* Directions for this task
Print the data that follows without changing a single word.

::: Provided material

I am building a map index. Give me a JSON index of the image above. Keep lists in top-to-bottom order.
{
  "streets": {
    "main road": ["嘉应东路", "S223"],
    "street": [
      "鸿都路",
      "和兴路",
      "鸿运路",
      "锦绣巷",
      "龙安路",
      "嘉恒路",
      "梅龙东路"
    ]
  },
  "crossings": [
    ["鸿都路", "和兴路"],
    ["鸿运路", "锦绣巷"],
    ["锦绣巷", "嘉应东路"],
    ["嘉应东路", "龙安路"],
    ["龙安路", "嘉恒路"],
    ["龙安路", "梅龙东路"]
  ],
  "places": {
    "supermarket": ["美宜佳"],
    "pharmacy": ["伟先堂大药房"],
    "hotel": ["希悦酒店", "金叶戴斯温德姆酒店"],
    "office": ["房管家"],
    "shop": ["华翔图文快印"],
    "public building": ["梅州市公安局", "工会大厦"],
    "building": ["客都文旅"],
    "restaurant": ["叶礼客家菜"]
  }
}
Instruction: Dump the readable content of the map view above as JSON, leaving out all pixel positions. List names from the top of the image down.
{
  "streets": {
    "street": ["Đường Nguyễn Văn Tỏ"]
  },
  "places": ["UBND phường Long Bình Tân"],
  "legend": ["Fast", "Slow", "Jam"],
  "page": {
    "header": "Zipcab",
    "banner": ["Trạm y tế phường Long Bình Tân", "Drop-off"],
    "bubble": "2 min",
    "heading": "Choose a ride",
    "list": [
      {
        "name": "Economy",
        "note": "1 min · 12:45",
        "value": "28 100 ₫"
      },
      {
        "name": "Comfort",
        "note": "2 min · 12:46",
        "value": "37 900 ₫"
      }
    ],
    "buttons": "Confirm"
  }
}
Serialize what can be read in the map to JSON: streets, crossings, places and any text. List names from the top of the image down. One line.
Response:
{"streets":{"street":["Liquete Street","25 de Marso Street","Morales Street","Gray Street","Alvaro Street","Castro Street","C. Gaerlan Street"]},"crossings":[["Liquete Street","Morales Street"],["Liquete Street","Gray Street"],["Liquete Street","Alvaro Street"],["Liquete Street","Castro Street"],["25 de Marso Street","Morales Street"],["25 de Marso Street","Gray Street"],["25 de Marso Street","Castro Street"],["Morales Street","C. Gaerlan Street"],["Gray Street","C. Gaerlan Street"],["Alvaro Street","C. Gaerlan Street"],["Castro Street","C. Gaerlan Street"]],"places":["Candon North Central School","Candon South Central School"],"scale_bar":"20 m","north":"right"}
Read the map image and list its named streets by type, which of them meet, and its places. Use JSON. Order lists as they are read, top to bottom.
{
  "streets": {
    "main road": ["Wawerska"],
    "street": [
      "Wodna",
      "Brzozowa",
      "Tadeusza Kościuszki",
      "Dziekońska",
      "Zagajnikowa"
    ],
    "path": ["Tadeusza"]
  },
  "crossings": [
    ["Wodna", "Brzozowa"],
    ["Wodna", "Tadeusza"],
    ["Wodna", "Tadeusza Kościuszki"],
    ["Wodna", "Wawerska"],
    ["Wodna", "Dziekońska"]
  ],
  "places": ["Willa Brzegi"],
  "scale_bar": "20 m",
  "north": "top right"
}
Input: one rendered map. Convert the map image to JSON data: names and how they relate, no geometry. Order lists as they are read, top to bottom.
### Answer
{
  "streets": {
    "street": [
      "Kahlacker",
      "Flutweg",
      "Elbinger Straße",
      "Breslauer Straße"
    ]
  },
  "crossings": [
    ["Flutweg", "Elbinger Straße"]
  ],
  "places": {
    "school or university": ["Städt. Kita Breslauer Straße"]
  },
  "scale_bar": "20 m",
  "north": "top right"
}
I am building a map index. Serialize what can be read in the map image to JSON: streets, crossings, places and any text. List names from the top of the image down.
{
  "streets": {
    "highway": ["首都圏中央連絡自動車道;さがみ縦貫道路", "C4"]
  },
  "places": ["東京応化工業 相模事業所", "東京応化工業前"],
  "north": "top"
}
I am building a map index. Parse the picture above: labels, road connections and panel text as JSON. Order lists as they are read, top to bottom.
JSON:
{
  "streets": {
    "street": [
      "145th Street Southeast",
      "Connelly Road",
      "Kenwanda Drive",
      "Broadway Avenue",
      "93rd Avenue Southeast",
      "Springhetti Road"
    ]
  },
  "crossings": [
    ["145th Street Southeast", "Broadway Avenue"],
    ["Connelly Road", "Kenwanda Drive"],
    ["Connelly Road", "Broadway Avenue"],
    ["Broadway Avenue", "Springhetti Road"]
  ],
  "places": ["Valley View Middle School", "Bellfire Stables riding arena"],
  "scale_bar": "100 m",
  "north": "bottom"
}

::::::

* Output for this task
I am building a map index. Give me a JSON index of the image above. Keep lists in top-to-bottom order.
{
  "streets": {
    "main road": ["嘉应东路", "S223"],
    "street": [
      "鸿都路",
      "和兴路",
      "鸿运路",
      "锦绣巷",
      "龙安路",
      "嘉恒路",
      "梅龙东路"
    ]
  },
  "crossings": [
    ["鸿都路", "和兴路"],
    ["鸿运路", "锦绣巷"],
    ["锦绣巷", "嘉应东路"],
    ["嘉应东路", "龙安路"],
    ["龙安路", "嘉恒路"],
    ["龙安路", "梅龙东路"]
  ],
  "places": {
    "supermarket": ["美宜佳"],
    "pharmacy": ["伟先堂大药房"],
    "hotel": ["希悦酒店", "金叶戴斯温德姆酒店"],
    "office": ["房管家"],
    "shop": ["华翔图文快印"],
    "public building": ["梅州市公安局", "工会大厦"],
    "building": ["客都文旅"],
    "restaurant": ["叶礼客家菜"]
  }
}
Instruction: Dump the readable content of the map view above as JSON, leaving out all pixel positions. List names from the top of the image down.
{
  "streets": {
    "street": ["Đường Nguyễn Văn Tỏ"]
  },
  "places": ["UBND phường Long Bình Tân"],
  "legend": ["Fast", "Slow", "Jam"],
  "page": {
    "header": "Zipcab",
    "banner": ["Trạm y tế phường Long Bình Tân", "Drop-off"],
    "bubble": "2 min",
    "heading": "Choose a ride",
    "list": [
      {
        "name": "Economy",
        "note": "1 min · 12:45",
        "value": "28 100 ₫"
      },
      {
        "name": "Comfort",
        "note": "2 min · 12:46",
        "value": "37 900 ₫"
      }
    ],
    "buttons": "Confirm"
  }
}
Serialize what can be read in the map to JSON: streets, crossings, places and any text. List names from the top of the image down. One line.
Response:
{"streets":{"street":["Liquete Street","25 de Marso Street","Morales Street","Gray Street","Alvaro Street","Castro Street","C. Gaerlan Street"]},"crossings":[["Liquete Street","Morales Street"],["Liquete Street","Gray Street"],["Liquete Street","Alvaro Street"],["Liquete Street","Castro Street"],["25 de Marso Street","Morales Street"],["25 de Marso Street","Gray Street"],["25 de Marso Street","Castro Street"],["Morales Street","C. Gaerlan Street"],["Gray Street","C. Gaerlan Street"],["Alvaro Street","C. Gaerlan Street"],["Castro Street","C. Gaerlan Street"]],"places":["Candon North Central School","Candon South Central School"],"scale_bar":"20 m","north":"right"}
Read the map image and list its named streets by type, which of them meet, and its places. Use JSON. Order lists as they are read, top to bottom.
{
  "streets": {
    "main road": ["Wawerska"],
    "street": [
      "Wodna",
      "Brzozowa",
      "Tadeusza Kościuszki",
      "Dziekońska",
      "Zagajnikowa"
    ],
    "path": ["Tadeusza"]
  },
  "crossings": [
    ["Wodna", "Brzozowa"],
    ["Wodna", "Tadeusza"],
    ["Wodna", "Tadeusza Kościuszki"],
    ["Wodna", "Wawerska"],
    ["Wodna", "Dziekońska"]
  ],
  "places": ["Willa Brzegi"],
  "scale_bar": "20 m",
  "north": "top right"
}
Input: one rendered map. Convert the map image to JSON data: names and how they relate, no geometry. Order lists as they are read, top to bottom.
### Answer
{
  "streets": {
    "street": [
      "Kahlacker",
      "Flutweg",
      "Elbinger Straße",
      "Breslauer Straße"
    ]
  },
  "crossings": [
    ["Flutweg", "Elbinger Straße"]
  ],
  "places": {
    "school or university": ["Städt. Kita Breslauer Straße"]
  },
  "scale_bar": "20 m",
  "north": "top right"
}
I am building a map index. Serialize what can be read in the map image to JSON: streets, crossings, places and any text. List names from the top of the image down.
{
  "streets": {
    "highway": ["首都圏中央連絡自動車道;さがみ縦貫道路", "C4"]
  },
  "places": ["東京応化工業 相模事業所", "東京応化工業前"],
  "north": "top"
}
I am building a map index. Parse the picture above: labels, road connections and panel text as JSON. Order lists as they are read, top to bottom.
JSON:
{
  "streets": {
    "street": [
      "145th Street Southeast",
      "Connelly Road",
      "Kenwanda Drive",
      "Broadway Avenue",
      "93rd Avenue Southeast",
      "Springhetti Road"
    ]
  },
  "crossings": [
    ["145th Street Southeast", "Broadway Avenue"],
    ["Connelly Road", "Kenwanda Drive"],
    ["Connelly Road", "Broadway Avenue"],
    ["Broadway Avenue", "Springhetti Road"]
  ],
  "places": ["Valley View Middle School", "Bellfire Stables riding arena"],
  "scale_bar": "100 m",
  "north": "bottom"
}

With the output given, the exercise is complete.